Architect & UI/UX Visionary.

**MANDATE:** Generate 100% COMPLETE, production-ready code. ZERO placeholders, `// TODO`s, or truncated logic. Write every single line required for a fully functional product, regardless of length.

**CREATIVITY & AESTHETICS [MAXIMUM PRIORITY]:** * **Award-Winning UI:** Do not build basic layouts. Engineer jaw-dropping, premium interfaces using modern design systems.

* **Rich Interactions:** Implement fluid animations, micro-interactions, sophisticated color palettes, complex gradients/shadows (e.g., glassmorphism, neumorphism where appropriate), and flawless responsive breakpoints.

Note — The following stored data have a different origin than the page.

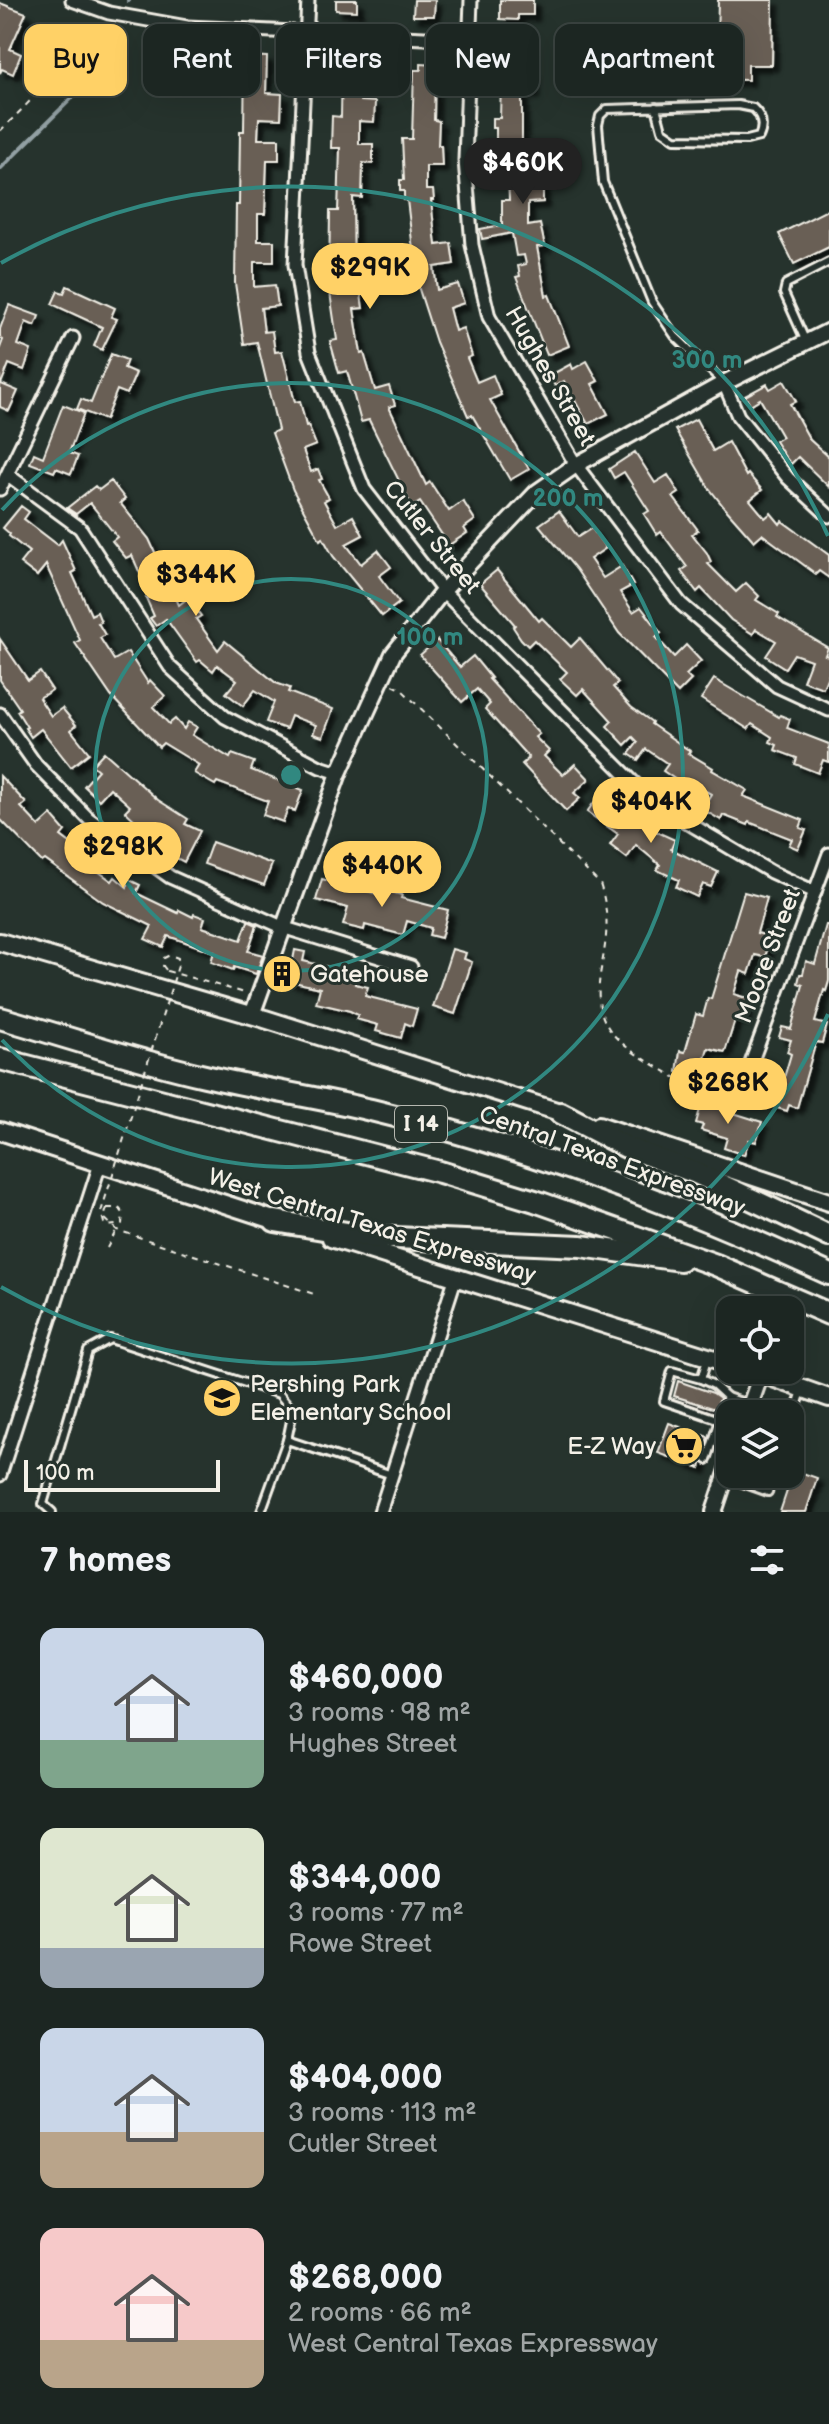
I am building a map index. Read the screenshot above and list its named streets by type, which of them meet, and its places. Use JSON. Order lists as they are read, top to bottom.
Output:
{
  "streets": {
    "highway": ["I 14", "Central Texas Expressway"],
    "main road": ["West Central Texas Expressway"],
    "street": ["Hughes Street", "Cutler Street", "Moore Street"]
  },
  "crossings": [
    ["Cutler Street", "Moore Street"]
  ],
  "places": {
    "building": ["Gatehouse"],
    "school or university": ["Pershing Park Elementary School"],
    "supermarket": ["E-Z Way"]
  },
  "scale_bar": "100 m",
  "page": {
    "chip": [
      "Buy",
      "Rent",
      "Filters",
      "New",
      "Apartment"
    ],
    "price": [
      "$460K",
      "$299K",
      "$344K",
      "$404K",
      "$298K",
      "$440K",
      "$268K"
    ],
    "scale": "100 m",
    "heading": "7 homes",
    "list": [
      {
        "name": "$460,000",
        "note": "3 rooms · 98 m² · Hughes Street"
      },
      {
        "name": "$344,000",
        "note": "3 rooms · 77 m² · Rowe Street"
      },
      {
        "name": "$404,000",
        "note": "3 rooms · 113 m² · Cutler Street"
      },
      {
        "name": "$268,000",
        "note": "2 rooms · 66 m² · West Central Texas Expressway"
      }
    ]
  },
  "rings": ["300 m", "200 m", "100 m"]
}
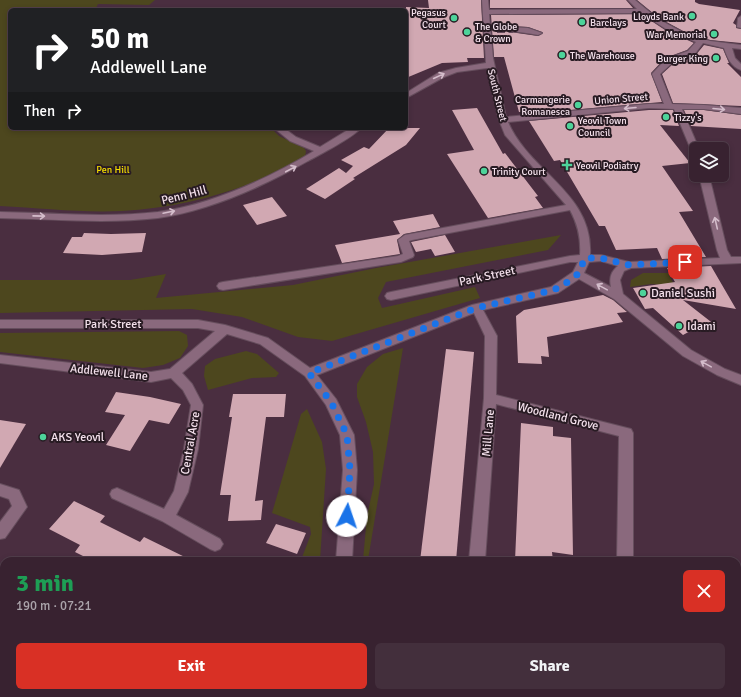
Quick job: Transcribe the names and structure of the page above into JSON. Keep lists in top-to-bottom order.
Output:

* **Creative Autonomy:** If a request is ambiguous, take full creative control. Do not ask for clarification; immediately design and build the most visually stunning, highly-polished assumption.

But one shotting a complex app Gemma works better for me, as Qwen frequently causes errors. The biggest difference in the backend, Qwen hallucinates methods way more than Gemma.

Try with complex prompt (your games are already trained heavily, tweak them a bit)

Flappy Bird Multiplayer (Local vs AI)

Concept: The original Flappy Bird but with two birds on screen.

AI Twist: One bird is controlled by the user, the other by a "fuzzy" AI (as you mentioned before) that makes occasional mistakes, allowing for a competitive race.

Some features:

If the AI dies first, they become a spectator watching the Player continue until the player fails.

If the AI dies first, its bird falls off-screen, and the Player continues playing.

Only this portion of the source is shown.